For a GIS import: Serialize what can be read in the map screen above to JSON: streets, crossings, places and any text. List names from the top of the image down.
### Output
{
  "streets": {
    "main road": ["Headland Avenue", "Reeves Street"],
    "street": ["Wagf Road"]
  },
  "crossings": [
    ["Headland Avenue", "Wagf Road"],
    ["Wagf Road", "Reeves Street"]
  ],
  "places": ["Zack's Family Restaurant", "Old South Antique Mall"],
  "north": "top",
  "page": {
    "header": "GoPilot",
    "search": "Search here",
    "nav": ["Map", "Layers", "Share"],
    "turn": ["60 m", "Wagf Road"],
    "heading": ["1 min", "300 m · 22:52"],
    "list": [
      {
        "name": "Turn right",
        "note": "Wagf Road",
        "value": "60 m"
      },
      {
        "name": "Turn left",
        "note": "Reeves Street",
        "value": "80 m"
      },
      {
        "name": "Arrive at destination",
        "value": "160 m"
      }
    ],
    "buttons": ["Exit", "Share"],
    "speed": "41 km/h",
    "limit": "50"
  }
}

** EXERCISE INSTRUCTIONS **
The whole listing is needed again, word for word.

** RESPONSE TO THIS TASK **
For a GIS import: Serialize what can be read in the map screen above to JSON: streets, crossings, places and any text. List names from the top of the image down.
### Output
{
  "streets": {
    "main road": ["Headland Avenue", "Reeves Street"],
    "street": ["Wagf Road"]
  },
  "crossings": [
    ["Headland Avenue", "Wagf Road"],
    ["Wagf Road", "Reeves Street"]
  ],
  "places": ["Zack's Family Restaurant", "Old South Antique Mall"],
  "north": "top",
  "page": {
    "header": "GoPilot",
    "search": "Search here",
    "nav": ["Map", "Layers", "Share"],
    "turn": ["60 m", "Wagf Road"],
    "heading": ["1 min", "300 m · 22:52"],
    "list": [
      {
        "name": "Turn right",
        "note": "Wagf Road",
        "value": "60 m"
      },
      {
        "name": "Turn left",
        "note": "Reeves Street",
        "value": "80 m"
      },
      {
        "name": "Arrive at destination",
        "value": "160 m"
      }
    ],
    "buttons": ["Exit", "Share"],
    "speed": "41 km/h",
    "limit": "50"
  }
}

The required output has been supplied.